Selling, General & Administrative (SG&A) Expenses. SG&A expenses decreased $6.4 million or 11.8% to $48.0 million for the second quarter 2001, compared with $54.4 million for 2000. SG&A expense as a percentage of net sales declined to 19.3% from 19.8% in the 2000 period. The reduction in SG&A expenses is due primarily to cost reductions and lower employee costs including the costs related to the Company’s discretionary year-end employee bonus program, net of hospitalization costs. Bonus costs are down due to lower actual results compared to objectives. The final 2001 bonus payout will be subject to approval by the Company’s Board of Directors during the fourth quarter.

Other Income. Other income for the second quarter of 2001 decreased to $0.7 million compared with $10.9 million for 2000. Other income for the second quarter of 2000 included a pre-tax gain of $10.2 million ($6.3 million after tax), principally from an insurance settlement regarding product liability coverage.

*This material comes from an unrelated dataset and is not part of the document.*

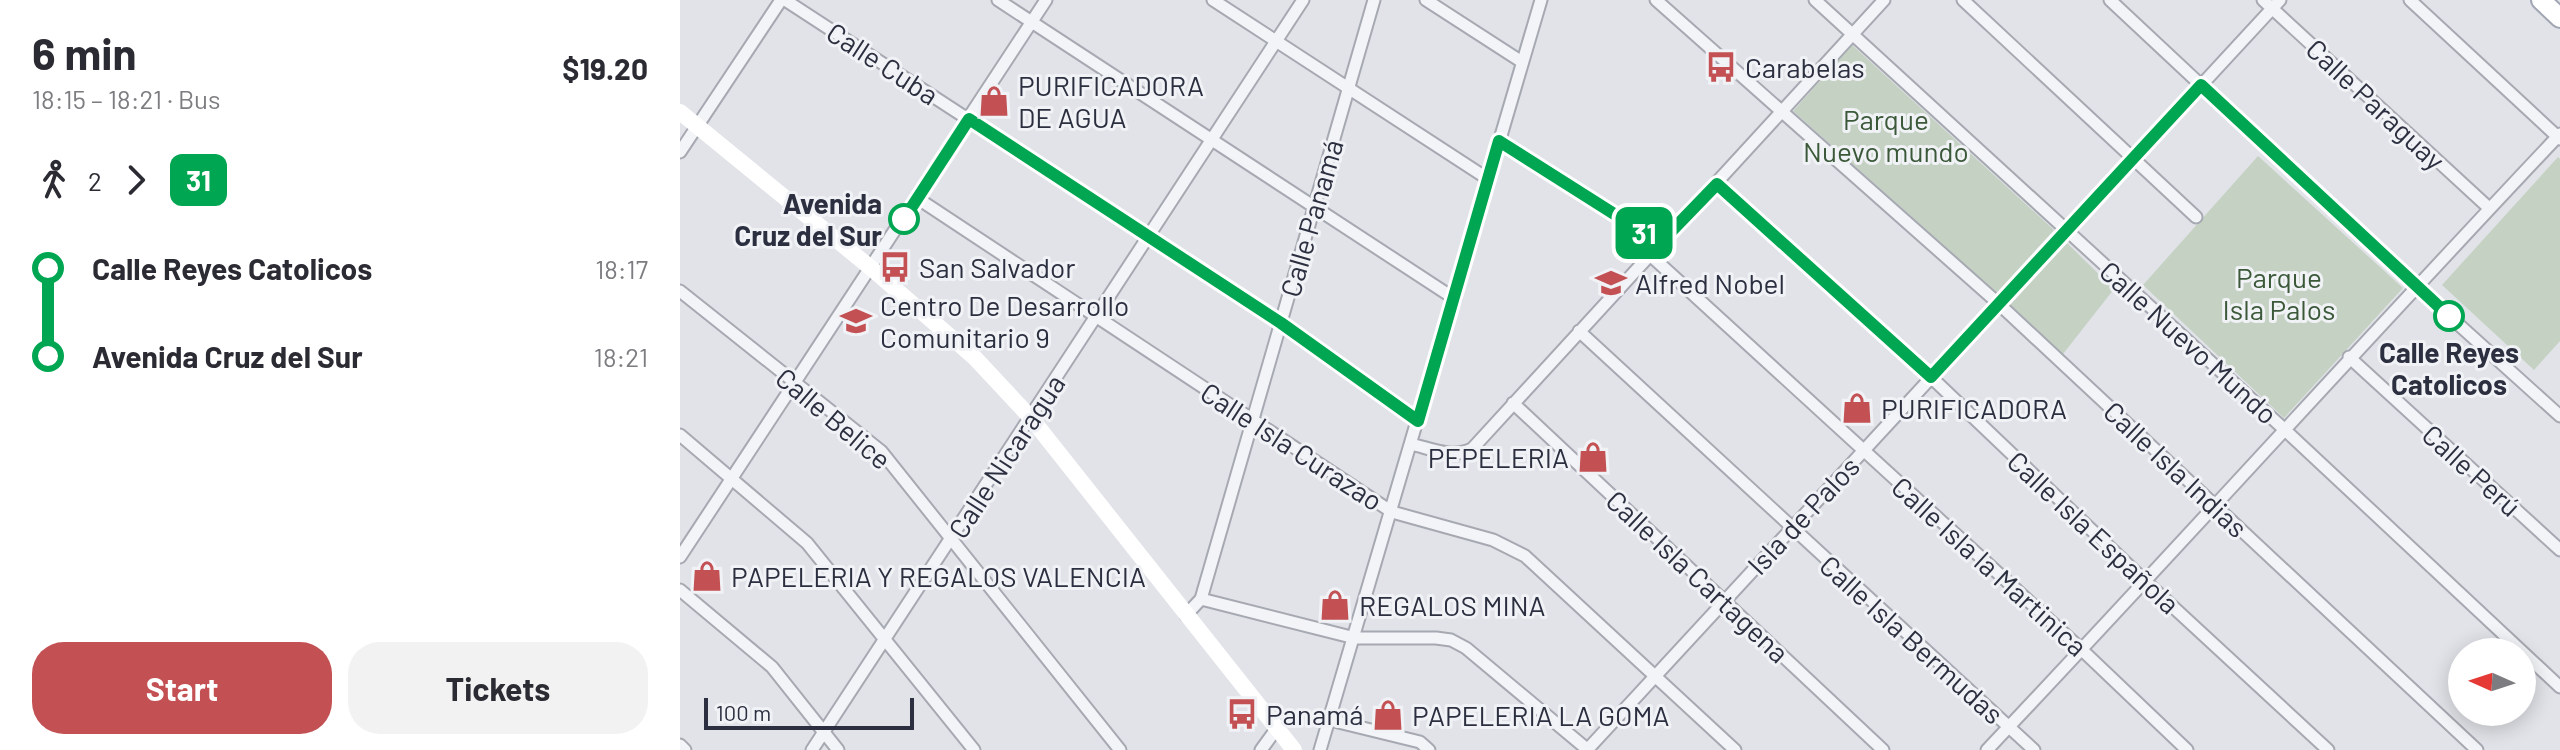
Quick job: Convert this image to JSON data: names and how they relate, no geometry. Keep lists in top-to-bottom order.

Interest Expense. Interest expense decreased to $1.6 million in the second quarter 2001 from $2.3 million for the same period last year. The decrease in interest expense was commensurate with decreased short and long-term borrowings. In the second quarter of 2000, the Company incurred higher debt levels to fund share repurchases, the acquisition of C.I.F.E. S.r.l. and a 35% interest in Kuang Tai during the first quarter of 2000.

Income Taxes. Income taxes for the second quarter 2001 were $9.4 million on income before income taxes of $31.2 million, an effective rate of 30.1%, as compared with income taxes of $16.9 million on income before income taxes of $46.3 million, or an effective rate of 36.5% for the same period in 2000.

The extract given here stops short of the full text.